Ha!! Yeah I’m looking forward to the day my reproductive system is closed for business. Thanks for the kind words!
I think this was a lovely post! Who cares if it’s all over the place. It’s all you and that’s enough.
Diva cup? We called that a diaphragm back in the day! LOL It did double duty as a diva cup and contraception!
Anyway – haven’t had to worry about that in almost 4 years. I did the happy dance in the gyn’s office when I was proclaimed post menopausal and haven’t looked back since!
Take care of yourself – you’re going about 100 miles an hour!

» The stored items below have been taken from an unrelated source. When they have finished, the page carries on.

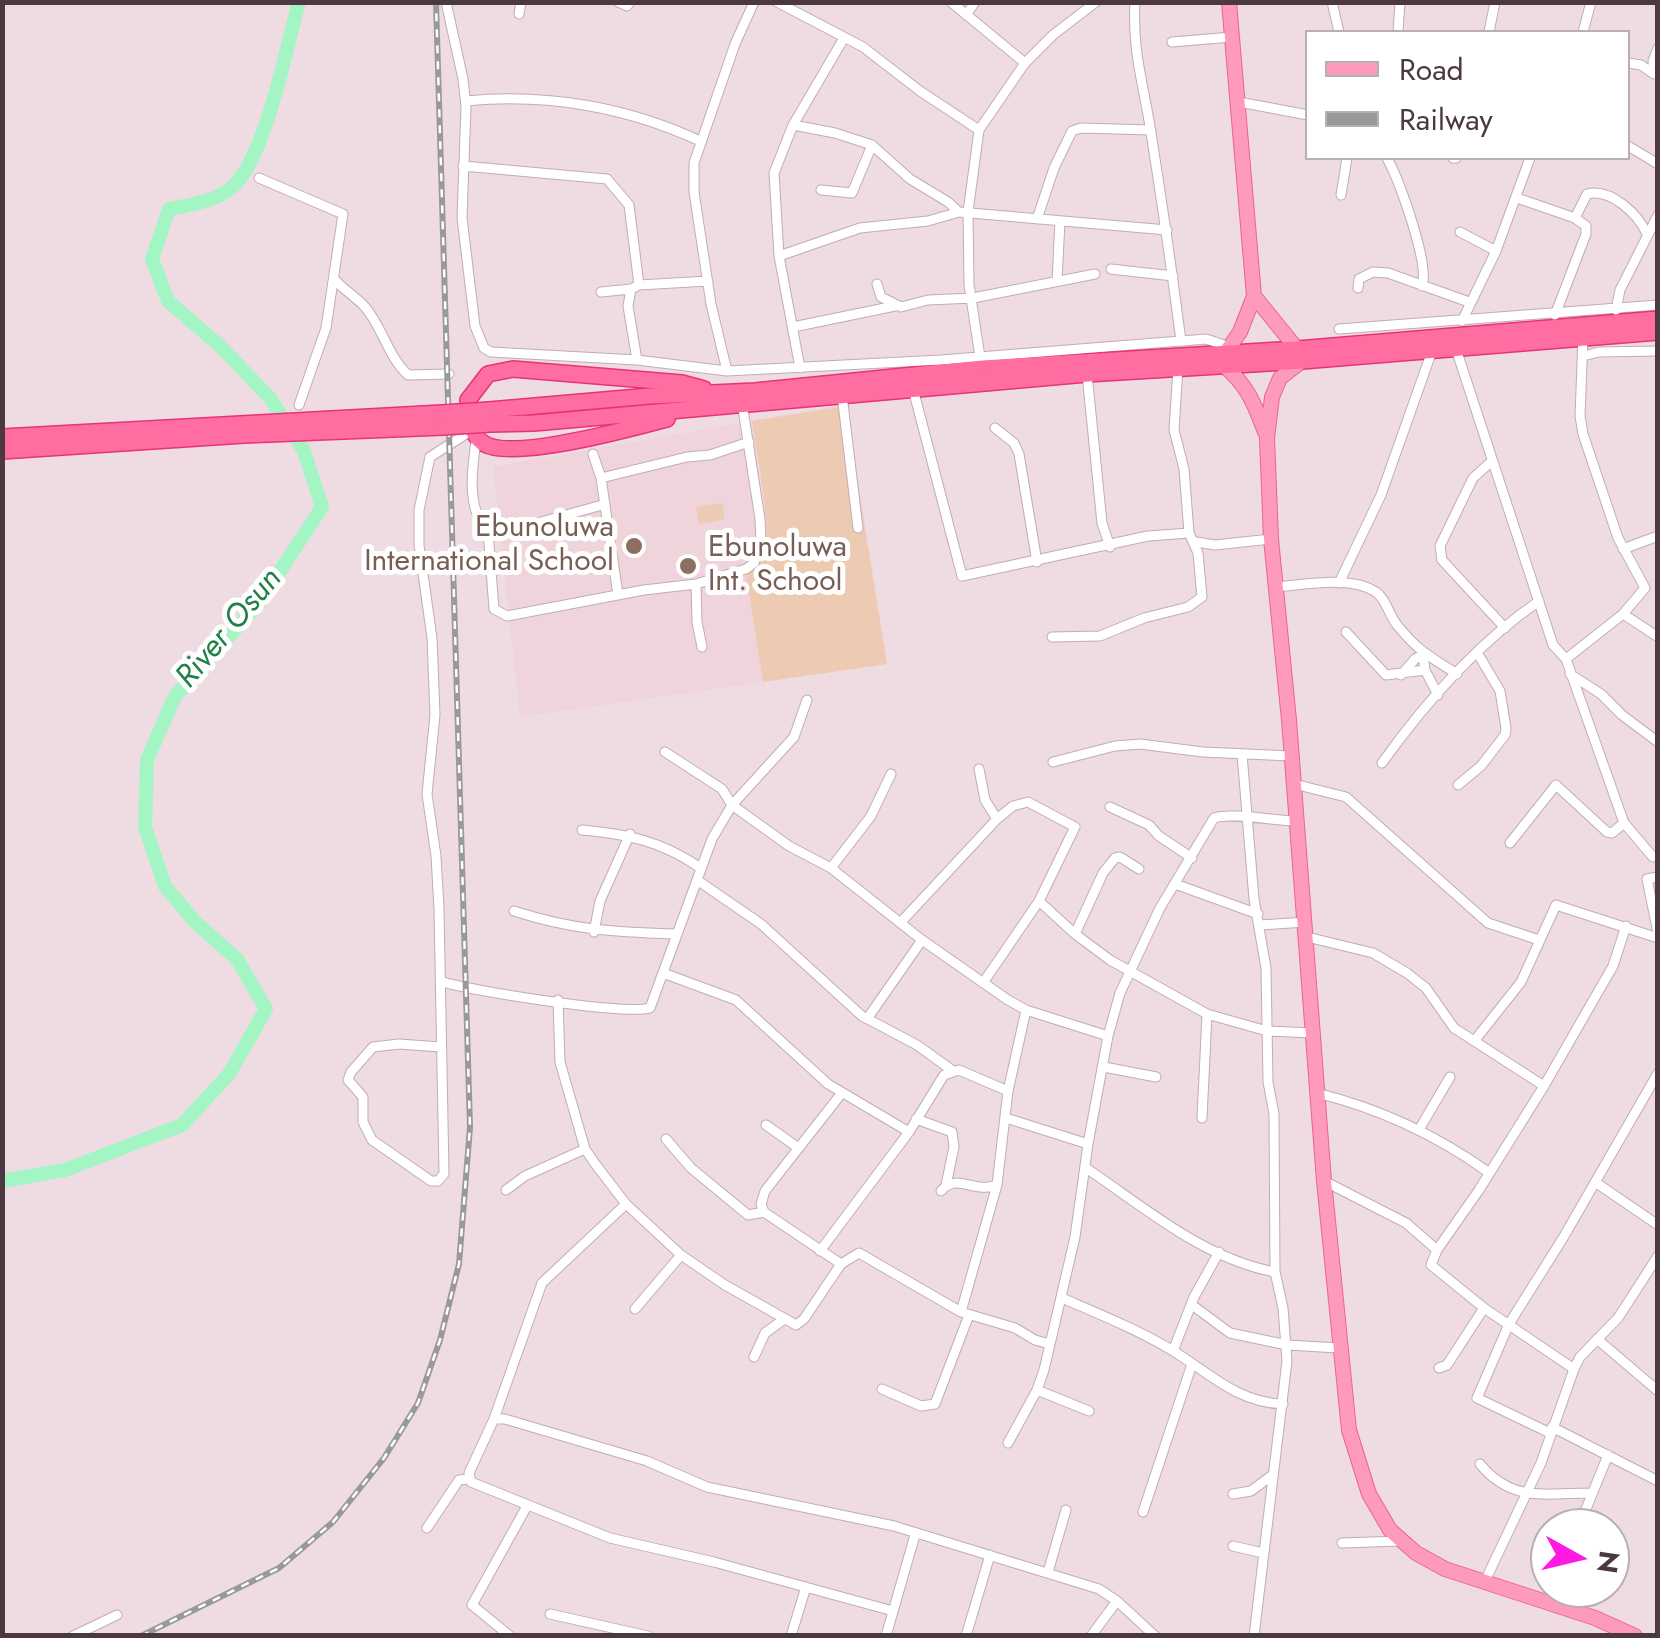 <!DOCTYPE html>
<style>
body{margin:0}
#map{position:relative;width:1660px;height:1638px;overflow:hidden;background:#f6ebee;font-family:Jost,sans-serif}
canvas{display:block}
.frame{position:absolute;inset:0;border:5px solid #4b3840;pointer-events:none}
.legend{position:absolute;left:1305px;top:30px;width:325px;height:130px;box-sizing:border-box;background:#fff;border:2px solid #b7afb3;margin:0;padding:12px 18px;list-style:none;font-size:30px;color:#4b3840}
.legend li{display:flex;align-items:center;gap:20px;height:50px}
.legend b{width:50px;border:2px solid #b7afb3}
.north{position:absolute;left:1530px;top:1508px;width:100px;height:100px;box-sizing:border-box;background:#fff;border:2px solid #b7afb3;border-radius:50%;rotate:98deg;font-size:28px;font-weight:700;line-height:40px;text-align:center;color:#4b3840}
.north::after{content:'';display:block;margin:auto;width:35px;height:45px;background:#ff19e2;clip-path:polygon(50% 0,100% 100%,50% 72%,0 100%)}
</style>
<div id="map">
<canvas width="1660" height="1638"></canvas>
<div class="frame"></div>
<ul class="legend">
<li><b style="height:12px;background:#ff9bba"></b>Road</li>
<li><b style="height:12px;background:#999"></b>Railway</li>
</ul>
<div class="north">N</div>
</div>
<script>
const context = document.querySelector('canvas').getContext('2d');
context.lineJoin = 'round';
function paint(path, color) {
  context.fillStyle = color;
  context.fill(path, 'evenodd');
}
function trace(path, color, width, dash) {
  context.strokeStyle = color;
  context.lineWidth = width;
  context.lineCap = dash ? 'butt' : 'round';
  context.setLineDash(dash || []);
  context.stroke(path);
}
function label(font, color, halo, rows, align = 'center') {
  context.font = font + ' Jost,sans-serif';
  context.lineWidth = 10;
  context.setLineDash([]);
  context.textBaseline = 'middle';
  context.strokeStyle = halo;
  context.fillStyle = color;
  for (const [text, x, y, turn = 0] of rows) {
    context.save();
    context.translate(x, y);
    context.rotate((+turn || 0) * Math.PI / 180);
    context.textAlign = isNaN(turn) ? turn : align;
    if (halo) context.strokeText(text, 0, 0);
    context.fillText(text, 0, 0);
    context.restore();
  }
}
const residential = new Path2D(`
 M3,3h1654v1632l-1654,1zM1308,32h320v126h-320zM1550,1528h60v60h-60z`);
const education = new Path2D(`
 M846,404l41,260 -367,53 -27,-250z`);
const green = new Path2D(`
 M845,406l42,258 -124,18 -17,-109c7,-5 13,-8 17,-16 11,-27 -7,-105 -11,-136z
 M722,503l3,16 -26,5 -3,-17z`);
const river = new Path2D(`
 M2,1181l63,-11 117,-45 47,-51 37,-65 -29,-50 -43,-38 -29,-35 -20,-59 2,-67 28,-64 84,-93 63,-96 -18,-56 -34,-53 -50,-52 -52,-45 -16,-42 17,-50c24,-5 54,-8 70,-29 29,-37 47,-131 60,-178`);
const street = new Path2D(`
 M446,2l17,77 3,28 -4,111 13,108 9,22 7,4 146,8 90,11 214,-11 265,-21 24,8
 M618,2l9,4 3,-4
 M777,2l86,45 57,44 59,39
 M951,2l74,61
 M1135,2c-3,51 9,83 16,131 11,69 21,139 30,208
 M1332,2l7,30
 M519,14l2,-12
 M966,15l9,-13
 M1398,32l2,-30
 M1489,32l6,-30
 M1583,32l8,-30
 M1172,42l60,-5
 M1628,63l13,2 13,9 -1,-13 5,-13
 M466,101c80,-8 161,6 234,40
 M1239,102l69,13
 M793,125l42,8 37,12 38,34 38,23 11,10
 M1628,146l30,18
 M1387,158c12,22 43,106 35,128
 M1453,158h3
 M463,166l144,13 22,26 10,80
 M259,178l84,36 -17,114 -27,77
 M821,190l31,3 20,-48
 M1341,195l6,-37
 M1517,198l58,20 11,8v8l-31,81
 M1575,218l12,-24c24,-6 51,20 60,40
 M1037,219l17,-51 18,-37 9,-3 70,2
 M1460,232l36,19
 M779,256l81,-28 68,-7 31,-9 208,18
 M1111,269l62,7
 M335,280c9,10 22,18 30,27 18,21 22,48 43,68l41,-1
 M1057,281l3,-60
 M877,284l4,13 20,10 27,-7 45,-2 122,-24
 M1358,288l1,-9 14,-7 15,1 81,29
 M601,292l30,-3
 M1616,310l4,-20 38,-75
 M1462,321l34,-70 34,-93
 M793,327l102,-21
 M1339,329l319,-24
 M1583,338l-3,78 3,18 35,104 27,50
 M1456,349l97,296 13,14 58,164 29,34
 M1583,356l16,-4 59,-1
 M980,357l-11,-72 -1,-73 11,-82 46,-67 28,-28 43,-33
 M637,360l-9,-54 3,-17 8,-4 69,-4
 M800,368l-21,-112 -5,-83 19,-48 51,-87
 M727,371l-16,-67 -17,-112v-29l41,-119 19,-42
 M1087,374l15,149 8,24
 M913,389l49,187 186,-40 41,-3
 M842,395l16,133
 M995,428l19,15 5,11 18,108
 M477,436c-5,29 -14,88 21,98l104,-29
 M593,454l8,24 17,117
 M1492,461l-19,17 -33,68 2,14 63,68
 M601,478l86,-21 23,-2 39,-13
 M488,531l6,78 13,7 137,-26 52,-6 50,-15 8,-6 7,-21 -1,-23 -18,-116
 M1196,542l19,3 56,-6
 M1623,549l35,-13
 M1339,583l42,-88 51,-144
 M696,584l1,38 5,25
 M1275,587c30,-2 74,-12 101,5 10,7 13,23 21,33 22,27 32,31 60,49
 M1623,614l35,23
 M1346,632l40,43 39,-5
 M1052,637l48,-1 44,-18 44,-11 14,-10 -4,-44 -9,-20 -5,-64 -10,-39 4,-62
 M1566,659l57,-45 22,-26
 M1570,674l31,20 21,21 36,27
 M1401,675l14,-16 8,-4 2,15 13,25
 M665,752l57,37 10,16 57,41 42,22 91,72 86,60 18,10 82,26
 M1242,754l12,145 12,69 2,114 6,32 1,158 8,36 4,53 -33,275
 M1053,762l62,-16 25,-2 63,8 88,4
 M1382,763c43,-60 96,-120 157,-162
 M979,769l6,31 12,19
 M1294,784l52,13 142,126 51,17
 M1458,785l23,-19 24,-31 1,-7 -6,-37 -22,-37
 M1110,807l39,18 10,11 33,22
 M582,830c45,4 79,11 117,37
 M1510,843l46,-58 51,47 5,1 12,-10
 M831,868l40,-52 20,-42
 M1658,877l-11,2 11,54
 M697,880l64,44 101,92 55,29 36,26
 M1175,884l83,30
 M1039,901l36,33 35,26 97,54 60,17 47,2
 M514,911c58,19 100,21 160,23
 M901,922l96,-103 16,-13 15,-4 47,25 -36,74 -56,82
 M1260,925l46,-3
 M594,932l6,-31 30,-67
 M1075,934l28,-61 12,-15 5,-1 19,12
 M1307,937l66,16 34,20 19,15 28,40 90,58
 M663,973l73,27 92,84 81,48
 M440,981c29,10 184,34 210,27l62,-169 20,-34 62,-68 13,-37
 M558,1000l2,62 25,87 11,16 30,39 55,51 44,30 71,40 8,-6 37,-55 18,-11 102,59 54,16 20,12 15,4
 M867,1019l55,-79
 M1475,1040l46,-58 35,-77 102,33
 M441,1047l-42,-3 -26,3 -22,25 -3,8 15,17v25l9,18 59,41h7l6,-7 -5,-265 -3,-53 -9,-62 8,-79 -3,-77 -13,-93v-35l11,-53 42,-27
 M1104,1067l52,10
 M1317,1093c64,16 118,41 171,79
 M1006,1118l82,26
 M1202,1118l5,-104
 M916,1119l36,13 2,15 -8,38
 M766,1125l31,22
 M1420,1128l30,-51
 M666,1139l25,29 57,47 16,-3 77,52
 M1086,1168c58,39 118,91 189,104
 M1324,1181l82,42 31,27
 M1595,1182l63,43
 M506,1190l19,-14 60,-27
 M941,1191c17,-19 31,3 56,-6
 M764,1212l-3,-8 4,-13 76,-97
 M820,1251l89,-119 35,-57 15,-5 49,21
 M1062,1298c37,16 74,31 108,51 37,22 67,54 113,55
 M1192,1305l38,28 57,12 52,3
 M635,1309l46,-54
 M961,1312l36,-127 11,-94 18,-81
 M1597,1339l61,52
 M1173,1351l21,-54 25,-45
 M754,1357l11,-24 18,-13
 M1439,1368l8,-3 37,-57
 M1574,1369l-90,-61 -53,-43 6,-15 42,-60 65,-104 69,-120 13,-40
 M882,1389l39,17 14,-2 34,-89
 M1037,1390l52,21
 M494,1419l48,-136 84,-79
 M1552,1427l106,54
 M1550,1433l-73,-35 32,-74 54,-86 95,-165
 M1008,1443l29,-53 7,-20 31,-133 13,-93 20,-108 12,-43 40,-85 54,-90c16,-6 62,3 83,3
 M1480,1464c32,39 66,29 111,29
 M1233,1494l18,-3 20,-15
 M1143,1512l49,-148
 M1584,1514l24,-59
 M427,1528l32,-48 9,-1
 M1342,1543l58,-2
 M1233,1546l30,7
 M1048,1572l18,-62
 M1485,1581l56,-118 33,-94 6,-12 38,-39 40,-62
 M893,1611l-179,-49 -104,-24 -139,-56 -2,-9 25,-54h11l142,42 60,26 187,39 205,63 18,12 38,35
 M550,1614l98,22
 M73,1636l44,-21
 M510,1636l-38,-31 55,-99
 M791,1636l15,-49
 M886,1636l29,-101
 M966,1636l24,-81
 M1091,1636l26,-35`);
const primary = new Path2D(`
 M1254,296l43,53
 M1226,352l14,-20 14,-36 -25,-294
 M1302,361l-22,17 -8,19 -5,41 4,101 18,181 35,461 25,249 20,64 21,36 26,23 29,16 150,49 40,18
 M1223,365c24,19 32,40 42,67`);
const highway = new Path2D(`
 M489,410l161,-14 105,-5 228,-23 314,-19 361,-30
 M667,419c-34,9 -157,43 -184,24 -14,-10 -13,-27 -15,-43l20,-26 25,-5 169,14 22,6
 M491,424l43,-1 553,-49 215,-13 356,-29
 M2,437l440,-24
 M2,451l242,-16 199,-8`);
const rail = new Path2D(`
 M141,1636l138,-68 54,-46 51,-64 34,-55 22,-63 19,-76 11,-137 -34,-1125`);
const highwayBridge = new Path2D(`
 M442,413l47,-3
 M443,427l48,-3`);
const markers = [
 [634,546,10,"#8d6e63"],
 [688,566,10,"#8d6e63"]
];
const educationNames = [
 ["Ebunoluwa",614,529],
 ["International School",614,563],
 ["Ebunoluwa",708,549,"left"],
 ["Int. School",708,583,"left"]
];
const waterNames = [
 ["River Osun",230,629,-50]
];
paint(residential, '#eedce2');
paint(education, '#f0d4dc');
paint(green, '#eccbb2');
trace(river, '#a4f5c4', 14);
trace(street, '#c2acb5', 11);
trace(primary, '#eb638f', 16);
trace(highway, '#e7337a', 18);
trace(street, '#fff', 9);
trace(primary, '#ff9bba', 14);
trace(highway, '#ff6da1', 15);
trace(rail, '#999', 6);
trace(rail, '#fff', 2.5, [8]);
trace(highwayBridge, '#e7337a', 18, []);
trace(highwayBridge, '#ff6da1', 15);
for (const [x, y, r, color] of markers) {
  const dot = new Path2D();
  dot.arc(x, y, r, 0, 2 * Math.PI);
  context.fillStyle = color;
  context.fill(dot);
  trace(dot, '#fff', 4);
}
label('30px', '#785e54', '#fff', educationNames, 'right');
label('italic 32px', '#208248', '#fff', waterNames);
</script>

Diva (and other brand) cup user for over 5 years now. Absolutely LOVE it and will never EVER go back to the other alternatives. Welcome to the hippy-dippy community! We have brownies, too. 😉
I can’t believe I’ve waited this long to try it. I’m usually all over the hippy train — brownies and all! 🙂 Glad to know you like it. That gets high marks in my book!
I’ve used a diva cup for almost 6 years now and LOVE it. I will never go back to pads and tampons! It also helps me with my horrid cramps.
Seriously, that’s so good to hear! I can’t believe I’ve waited so long to try it. Since I posted this, I’ve been looking around and have found several testimonies from folks whose cramps went away completely since switching to the Diva Cup. Thanks for sharing!